## ABOUT THIS EXERCISE
Show every line below where "stream" can be found.

## Items from a dataset

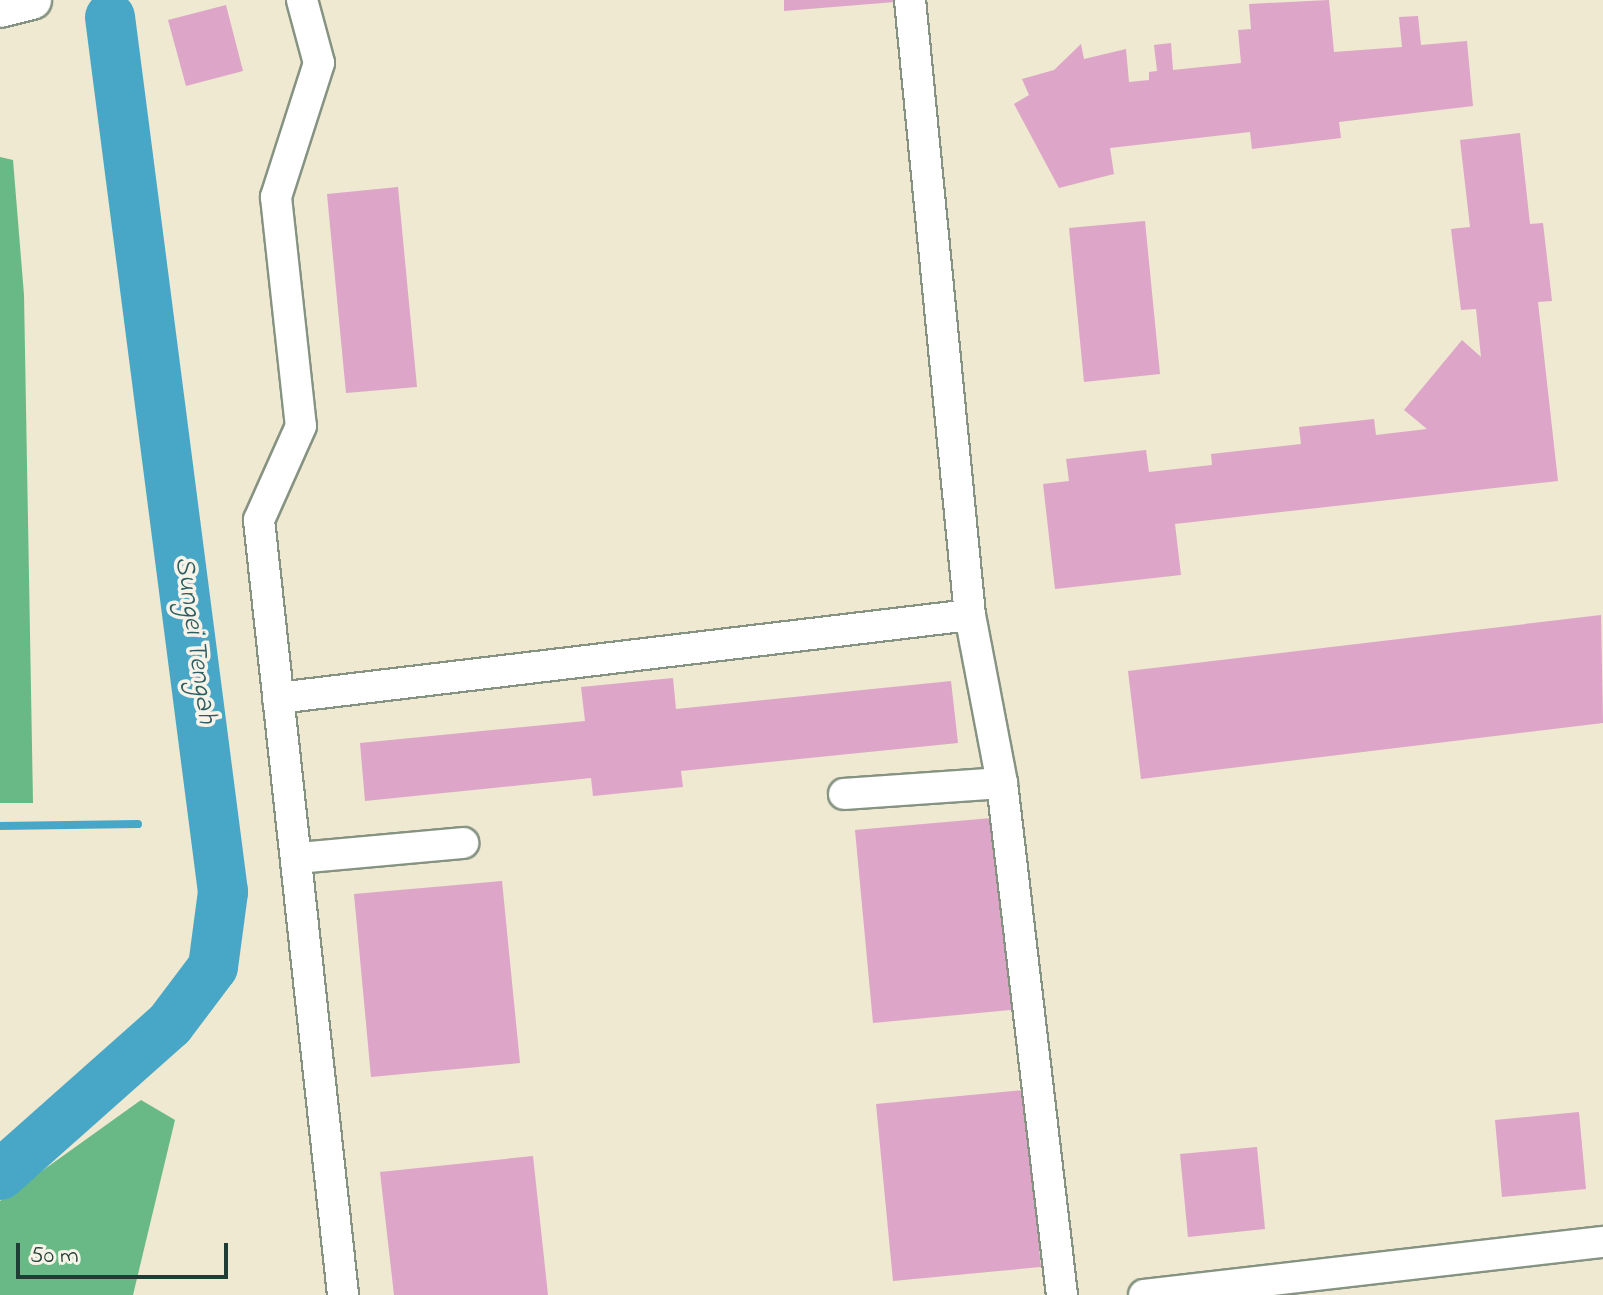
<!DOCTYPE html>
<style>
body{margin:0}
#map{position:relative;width:1603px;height:1295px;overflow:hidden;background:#eee9d0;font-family:"Indie Flower",sans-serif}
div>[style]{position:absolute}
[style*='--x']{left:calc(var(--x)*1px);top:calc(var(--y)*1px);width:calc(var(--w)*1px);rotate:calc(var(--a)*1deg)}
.forest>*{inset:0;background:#68b985}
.stream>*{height:8px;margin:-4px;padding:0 4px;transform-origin:4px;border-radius:4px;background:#48a7c7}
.river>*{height:50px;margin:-25px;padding:0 25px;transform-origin:25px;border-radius:25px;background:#48a7c7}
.building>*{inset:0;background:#dda5c8}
.roads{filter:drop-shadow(2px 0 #869382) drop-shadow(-2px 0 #869382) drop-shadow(0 2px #869382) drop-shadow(0 -2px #869382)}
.minor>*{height:30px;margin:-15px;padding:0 15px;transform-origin:15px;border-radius:15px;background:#fff}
.major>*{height:38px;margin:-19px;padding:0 19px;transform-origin:19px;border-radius:19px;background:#fff}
span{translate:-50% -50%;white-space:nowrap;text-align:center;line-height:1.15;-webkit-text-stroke:7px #f7f3e8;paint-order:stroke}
.water-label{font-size:28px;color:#2b5d60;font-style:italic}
.scale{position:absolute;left:16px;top:1243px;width:212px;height:36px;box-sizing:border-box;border:4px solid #1f3d34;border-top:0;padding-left:10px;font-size:24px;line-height:28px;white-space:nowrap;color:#1f3d34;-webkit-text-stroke:6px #f7f3e8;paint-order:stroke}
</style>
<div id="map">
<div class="forest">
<div style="clip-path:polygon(0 157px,13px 160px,24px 295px,33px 803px,0 803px)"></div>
<div style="clip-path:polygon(141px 1100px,175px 1120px,133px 1295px,0 1295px,0 1201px)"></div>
</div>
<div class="stream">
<div style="--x:0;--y:826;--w:138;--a:-0.8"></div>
</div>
<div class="river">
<div style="--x:0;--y:1175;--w:227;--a:-41.6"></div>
<div style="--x:170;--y:1024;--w:71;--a:-53"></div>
<div style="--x:213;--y:967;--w:76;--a:-82.4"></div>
<div style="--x:223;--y:892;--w:882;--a:-97.36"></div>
</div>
<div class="building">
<div style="clip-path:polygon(784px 0,895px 0,895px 2px,784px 11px)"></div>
<div style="clip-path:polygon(1329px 0,1334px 52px,1402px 47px,1399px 17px,1418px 16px,1421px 45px,1467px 41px,1473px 106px,1339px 122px,1341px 138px,1252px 149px,1250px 132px,1110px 148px,1114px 174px,1059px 188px,1014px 104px,1029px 95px,1022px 79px,1054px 70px,1081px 44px,1084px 59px,1126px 49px,1129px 82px,1149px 80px,1149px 72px,1157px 71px,1154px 45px,1171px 43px,1173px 70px,1241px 63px,1238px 30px,1251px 29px,1249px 4px)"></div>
<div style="clip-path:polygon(226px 5px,243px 71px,186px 86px,168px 20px)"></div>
<div style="clip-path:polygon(1520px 133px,1530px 224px,1543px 223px,1552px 301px,1538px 302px,1558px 481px,1175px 524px,1181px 575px,1055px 589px,1043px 484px,1069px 481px,1066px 459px,1146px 450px,1149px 472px,1212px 465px,1211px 454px,1301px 444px,1299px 427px,1374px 419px,1376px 435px,1427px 429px,1404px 410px,1462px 340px,1481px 357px,1476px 309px,1461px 310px,1451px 229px,1470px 227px,1460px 140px)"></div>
<div style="clip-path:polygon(398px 187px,417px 387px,346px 393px,327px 194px)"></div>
<div style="clip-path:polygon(1145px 221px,1160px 374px,1084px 382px,1069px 228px)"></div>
<div style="clip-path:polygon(1601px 615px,1603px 723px,1141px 779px,1128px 671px)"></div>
<div style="clip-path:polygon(673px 678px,676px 709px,951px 681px,958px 743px,681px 771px,683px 787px,593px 796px,591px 778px,365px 801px,360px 743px,585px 721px,581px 687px)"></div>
<div style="clip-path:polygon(1003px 817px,1021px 1009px,873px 1023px,855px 830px)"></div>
<div style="clip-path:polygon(502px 881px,520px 1063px,371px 1077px,354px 894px)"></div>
<div style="clip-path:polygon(1024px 1090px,1041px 1267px,893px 1281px,876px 1104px)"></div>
<div style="clip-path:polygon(1579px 1112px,1586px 1189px,1502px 1197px,1495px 1120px)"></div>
<div style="clip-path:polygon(1257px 1147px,1265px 1229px,1188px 1237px,1180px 1154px)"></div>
<div style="clip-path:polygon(533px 1156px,548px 1295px,394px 1295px,380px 1172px)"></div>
</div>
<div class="roads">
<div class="minor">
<div style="--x:302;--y:0;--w:65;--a:74.9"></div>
<div style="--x:319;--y:63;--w:141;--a:107.8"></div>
<div style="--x:276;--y:197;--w:230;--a:83.8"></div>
<div style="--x:301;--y:426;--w:103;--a:114.1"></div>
<div style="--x:259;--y:520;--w:780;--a:83.81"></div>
<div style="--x:910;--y:0;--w:618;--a:84.43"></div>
<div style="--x:970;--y:615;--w:171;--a:79.2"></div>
<div style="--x:1002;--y:783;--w:516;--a:83.32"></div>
<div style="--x:278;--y:698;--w:697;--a:-6.84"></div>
<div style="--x:844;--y:794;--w:158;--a:-4"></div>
<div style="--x:298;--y:858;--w:166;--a:-5.2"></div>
<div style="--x:1144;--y:1295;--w:462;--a:-6.6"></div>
</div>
<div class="major">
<div style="--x:0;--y:8;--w:33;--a:-14"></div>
</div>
</div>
<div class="water-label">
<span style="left:194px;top:640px;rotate:82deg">Sungei Tengah</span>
</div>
<div class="scale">50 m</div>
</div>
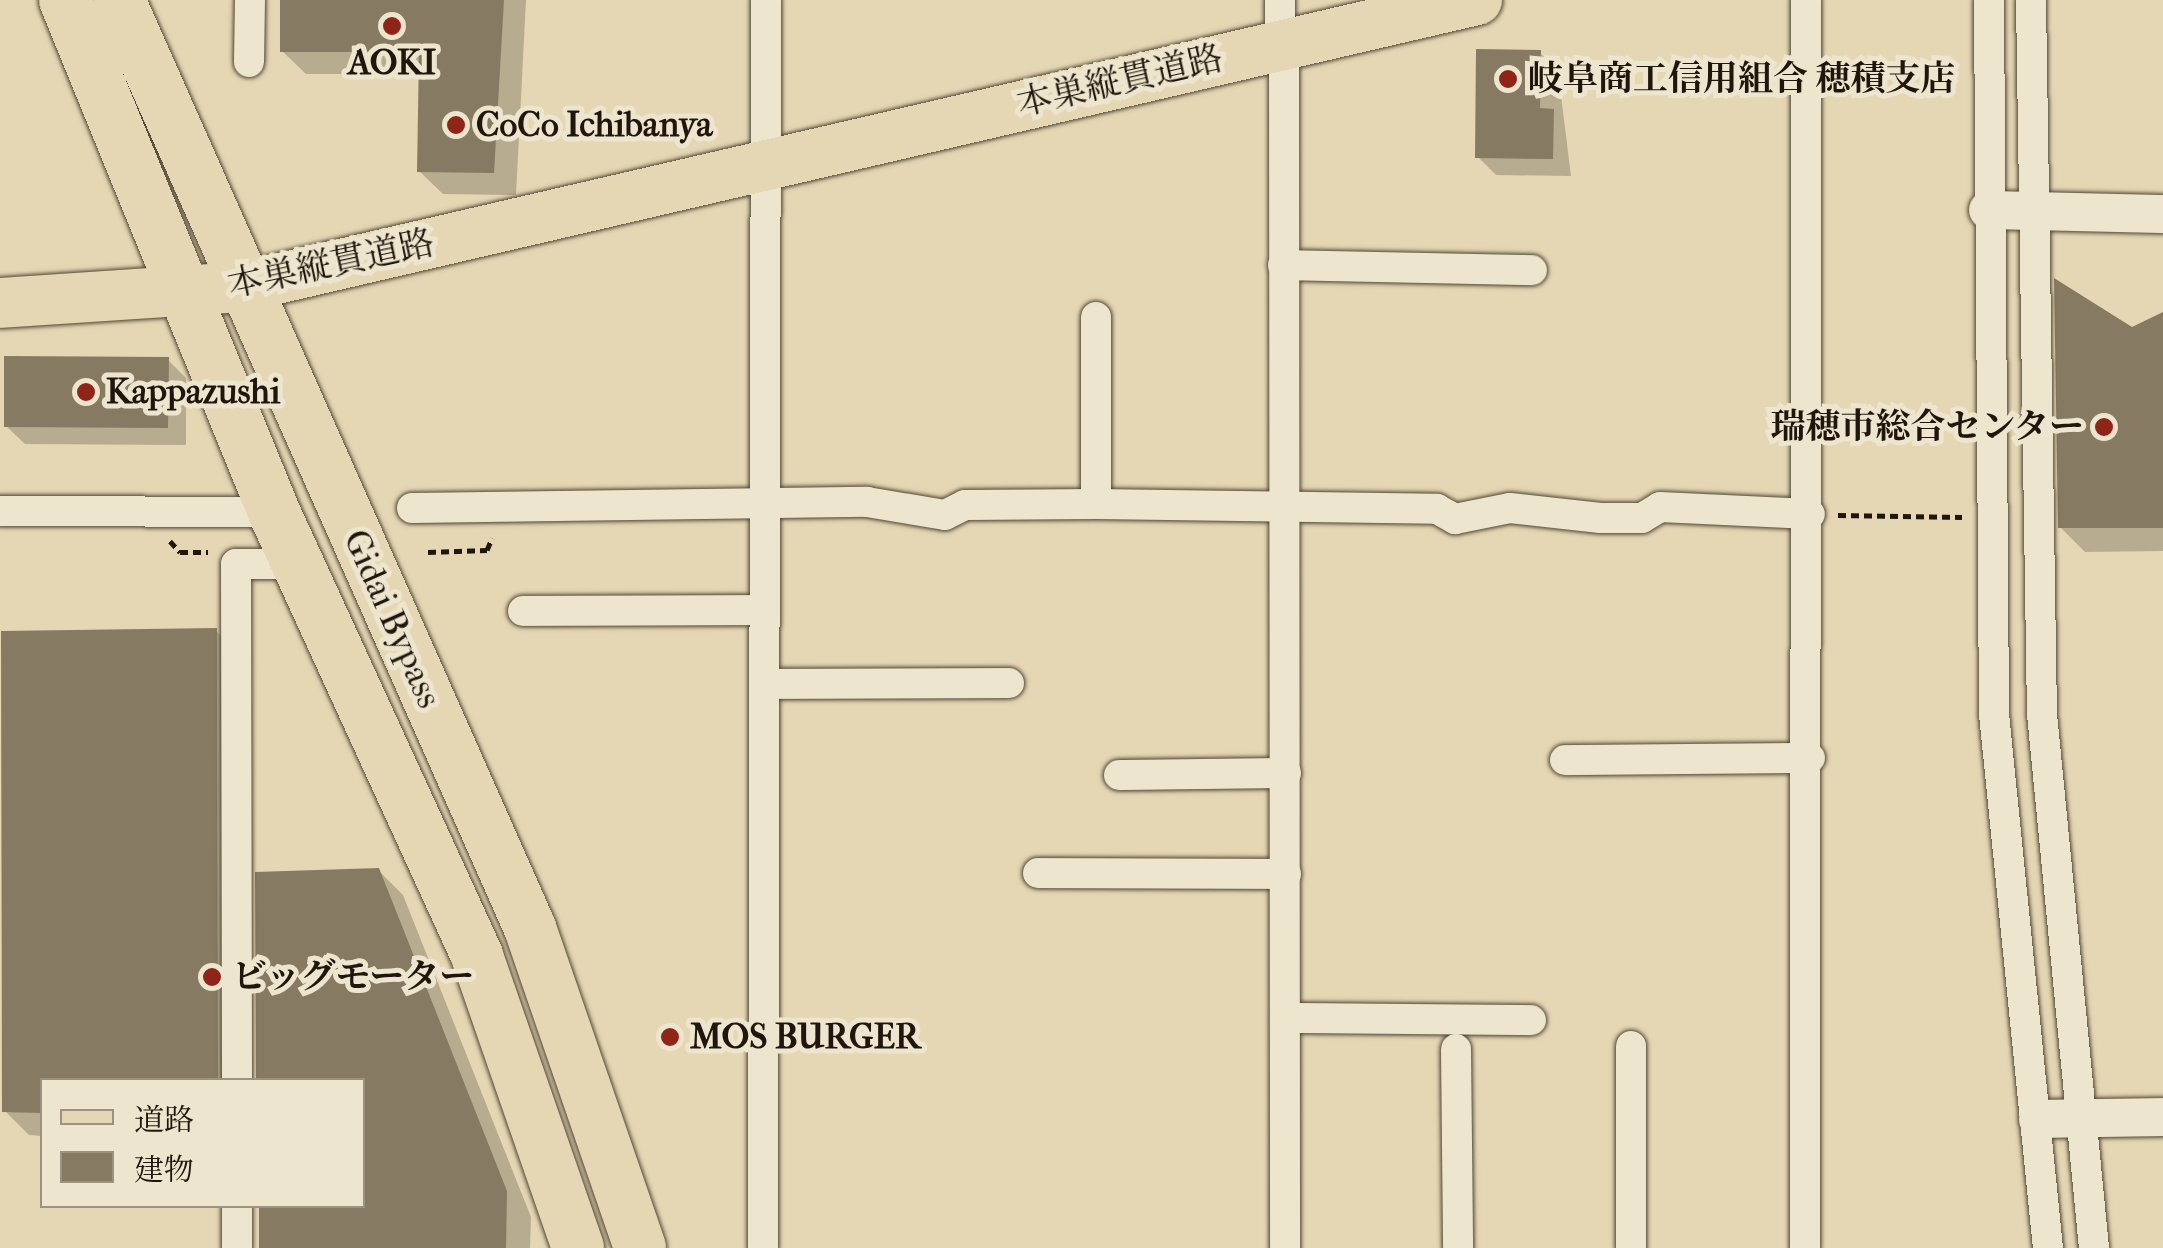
<!DOCTYPE html>
<html>
<head>
<meta charset="utf-8">
<style>
  body { margin:0 }
  #map { position:relative; width:2163px; height:1248px; overflow:hidden; background:#e5d7b3; font-family:"IM FELL French Canon","Noto Serif JP",serif }
  div>[style] { position:absolute }
  [style*='--x'] { left:calc(var(--x)*1px); top:calc(var(--y)*1px); width:calc(var(--w)*1px); rotate:calc(var(--a)*1deg) }
  .shadow>* { inset:0; background:#0003 }
  .building>* { inset:0; background:#867a63 }
  .path>* { height:5px; margin-top:-2.5px; transform-origin:0; background:repeating-linear-gradient(90deg,#20160d 0 8px,transparent 0 13px) }
  .roads { filter:drop-shadow(0 0 2px #514636) drop-shadow(0 0 2px #514636) }
  .minor>* { height:30px; margin:-15px; padding:0 15px; transform-origin:15px; border-radius:15px; background:#eee5ce }
  .tertiary>* { height:38px; margin:-19px; padding:0 19px; transform-origin:19px; border-radius:19px; background:#eee5ce }
  .primary>* { height:50px; margin:-25px; padding:0 25px; transform-origin:25px; border-radius:25px; background:#e5d7b3 }
  .trunk>* { height:52px; margin:-26px; padding:0 26px; transform-origin:26px; border-radius:26px; background:#e5d7b3 }
  .dots>* { width:28px; height:28px; translate:-50% -50%; box-sizing:border-box; border:5px solid #eee5ce; border-radius:50% }
  span { translate:-50% -50%; white-space:nowrap; text-align:center; line-height:1.15; -webkit-text-stroke:10px #eee5ce; paint-order:stroke }
  .poi-label { font-size:35px; color:#20160d; font-weight:700 }
  .left { translate:0 -50%; text-align:left }
  .right { translate:-100% -50%; text-align:right }
  .street-label { font-size:35px; color:#20160d }
  .legend { position:absolute; left:40px; top:1078px; width:325px; height:130px; box-sizing:border-box; background:#eee5ce; border:2px solid #9c9281; margin:0; padding:12px 18px; list-style:none; font-size:30px; color:#20160d }
  .legend li { display:flex; align-items:center; gap:20px; height:50px }
  .legend b { width:50px; border:2px solid #9c9281 }
</style>
</head>
<body>
<div id="map">
  <div class="shadow">
    <i style="clip-path:polygon(282px 0,526px 0,516px 195px,443px 194px,419px 171px,421px 74px,306px 74px,282px 51px)"></i>
    <i style="clip-path:polygon(1540px 53px,1558px 71px,1571px 176px,1496px 175px,1478px 157px)"></i>
    <i style="clip-path:polygon(2163px 322px,2163px 551px,2085px 552px,2060px 527px,2132px 330px)"></i>
    <i style="clip-path:polygon(168px 360px,186px 378px,186px 445px,25px 444px,6px 426px)"></i>
    <i style="clip-path:polygon(216px 631px,241px 655px,242px 1080px,42px 1080px,42px 1136px,29px 1135px,5px 1111px)"></i>
    <i style="clip-path:polygon(378px 870px,403px 895px,531px 1217px,530px 1248px,261px 1248px,261px 1206px,362px 1206px,362px 1080px,258px 1080px,258px 874px)"></i>
  </div>
  <div class="building">
    <i style="clip-path:polygon(280px 0,504px 0,494px 173px,417px 172px,419px 52px,280px 52px)"></i>
    <i style="clip-path:polygon(1476px 49px,1541px 50px,1540px 108px,1554px 109px,1553px 159px,1475px 158px)"></i>
    <i style="clip-path:polygon(2054px 278px,2132px 327px,2163px 312px,2163px 528px,2058px 528px)"></i>
    <i style="clip-path:polygon(4px 356px,169px 357px,168px 428px,4px 427px)"></i>
    <i style="clip-path:polygon(217px 628px,218px 1080px,42px 1080px,42px 1113px,2px 1112px,1px 631px)"></i>
    <i style="clip-path:polygon(379px 868px,507px 1191px,506px 1248px,259px 1248px,259px 1206px,362px 1206px,362px 1080px,256px 1080px,255px 872px)"></i>
  </div>
  <div class="path">
    <i style="--x:1838;--y:515;--w:124;--a:0.9"></i>
    <i style="--x:170;--y:541;--w:15;--a:48"></i>
    <i style="--x:180;--y:552;--w:28;--a:0"></i>
    <i style="--x:428;--y:552;--w:59;--a:-1.9"></i>
    <i style="--x:487;--y:550;--w:13;--a:-67"></i>
  </div>
  <div class="roads">
    <div class="minor">
      <i style="--x:1280;--y:0;--w:44;--a:90"></i>
      <i style="--x:1989;--y:0;--w:714;--a:89.6"></i>
      <i style="--x:1994;--y:714;--w:537;--a:84.23"></i>
      <i style="--x:2031;--y:0;--w:714;--a:89.12"></i>
      <i style="--x:2042;--y:714;--w:537;--a:84.44"></i>
      <i style="--x:1284;--y:43;--w:1205;--a:89.95"></i>
      <i style="--x:249;--y:62;--w:62;--a:-89.1"></i>
      <i style="--x:1283;--y:265;--w:249;--a:1.2"></i>
      <i style="--x:1096;--y:317;--w:187;--a:90"></i>
      <i style="--x:412;--y:508;--w:455;--a:-0.8"></i>
      <i style="--x:867;--y:502;--w:79;--a:9.5"></i>
      <i style="--x:945;--y:515;--w:22;--a:-27"></i>
      <i style="--x:965;--y:505;--w:131;--a:-0.4"></i>
      <i style="--x:1096;--y:504;--w:341;--a:0.8"></i>
      <i style="--x:1437;--y:509;--w:21;--a:29"></i>
      <i style="--x:1455;--y:519;--w:56;--a:-11.3"></i>
      <i style="--x:1510;--y:508;--w:91;--a:6.3"></i>
      <i style="--x:1600;--y:518;--w:42;--a:0"></i>
      <i style="--x:1642;--y:518;--w:21;--a:-31"></i>
      <i style="--x:1660;--y:507;--w:150;--a:2.7"></i>
      <i style="--x:0;--y:511;--w:274;--a:0.2"></i>
      <i style="--x:523;--y:611;--w:241;--a:-0.2"></i>
      <i style="--x:765;--y:684;--w:244;--a:-0.2"></i>
      <i style="--x:1565;--y:760;--w:245;--a:-0.5"></i>
      <i style="--x:1119;--y:775;--w:167;--a:-0.7"></i>
      <i style="--x:1038;--y:873;--w:248;--a:0.2"></i>
      <i style="--x:1286;--y:1018;--w:245;--a:0.5"></i>
      <i style="--x:1631;--y:1046;--w:202;--a:90"></i>
      <i style="--x:1456;--y:1049;--w:199;--a:89.4"></i>
      <i style="--x:237;--y:1080;--w:516;--a:-90.11"></i>
      <i style="--x:236;--y:564;--w:60;--a:0"></i>
      <i style="--x:237;--y:1206;--w:42;--a:90"></i>
      <i style="--x:763;--y:1248;--w:1248;--a:-89.86"></i>
      <i style="--x:1805;--y:1248;--w:1248;--a:-89.95"></i>
    </div>
    <div class="tertiary">
      <i style="--x:1988;--y:210;--w:175;--a:1.3"></i>
      <i style="--x:2038;--y:1119;--w:125;--a:-0.9"></i>
    </div>
    <div class="primary">
      <i style="--x:0;--y:303;--w:243;--a:-3.8"></i>
      <i style="--x:242;--y:287;--w:1268;--a:-13.08"></i>
    </div>
    <div class="trunk">
      <i style="--x:65;--y:0;--w:553;--a:67.79"></i>
      <i style="--x:274;--y:512;--w:488;--a:65.4"></i>
      <i style="--x:477;--y:956;--w:309;--a:70.9"></i>
      <i style="--x:119;--y:0;--w:1015;--a:66.11"></i>
      <i style="--x:530;--y:928;--w:338;--a:71"></i>
    </div>
  </div>
  <div class="dots">
    <i style="left:392px;top:26px;background:#8f2418"></i>
    <i style="left:1508px;top:79px;background:#8f2418"></i>
    <i style="left:456px;top:125px;background:#8f2418"></i>
    <i style="left:86px;top:392px;background:#8f2418"></i>
    <i style="left:2104px;top:427px;background:#8f2418"></i>
    <i style="left:212px;top:977px;background:#8f2418"></i>
    <i style="left:670px;top:1037px;background:#8f2418"></i>
  </div>
  <div class="poi-label">
    <span style="left:392px;top:63px">AOKI</span>
    <span class="left" style="left:1528px;top:79px">岐阜商工信用組合 穂積支店</span>
    <span class="left" style="left:476px;top:125px">CoCo Ichibanya</span>
    <span class="left" style="left:106px;top:392px">Kappazushi</span>
    <span class="right" style="left:2084px;top:427px">瑞穂市総合センター</span>
    <span class="left" style="left:232px;top:977px">ビッグモーター</span>
    <span class="left" style="left:690px;top:1037px">MOS BURGER</span>
  </div>
  <div class="street-label">
    <span style="left:1120px;top:81px;rotate:-13deg">本巣縦貫道路</span>
    <span style="left:331px;top:264px;rotate:-12deg">本巣縦貫道路</span>
    <span style="left:392px;top:619px;rotate:66deg">Gidai Bypass</span>
  </div>
  <ul class="legend">
  <li><b style="height:12px;background:#e5d7b3"></b>道路</li>
  <li><b style="height:28px;background:#867a63"></b>建物</li>
  </ul>
</div>
</body>
</html>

## EXERCISE RESPONSE
.stream>*{height:8px;margin:-4px;padding:0 4px;transform-origin:4px;border-radius:4px;background:#48a7c7}
<div class="stream">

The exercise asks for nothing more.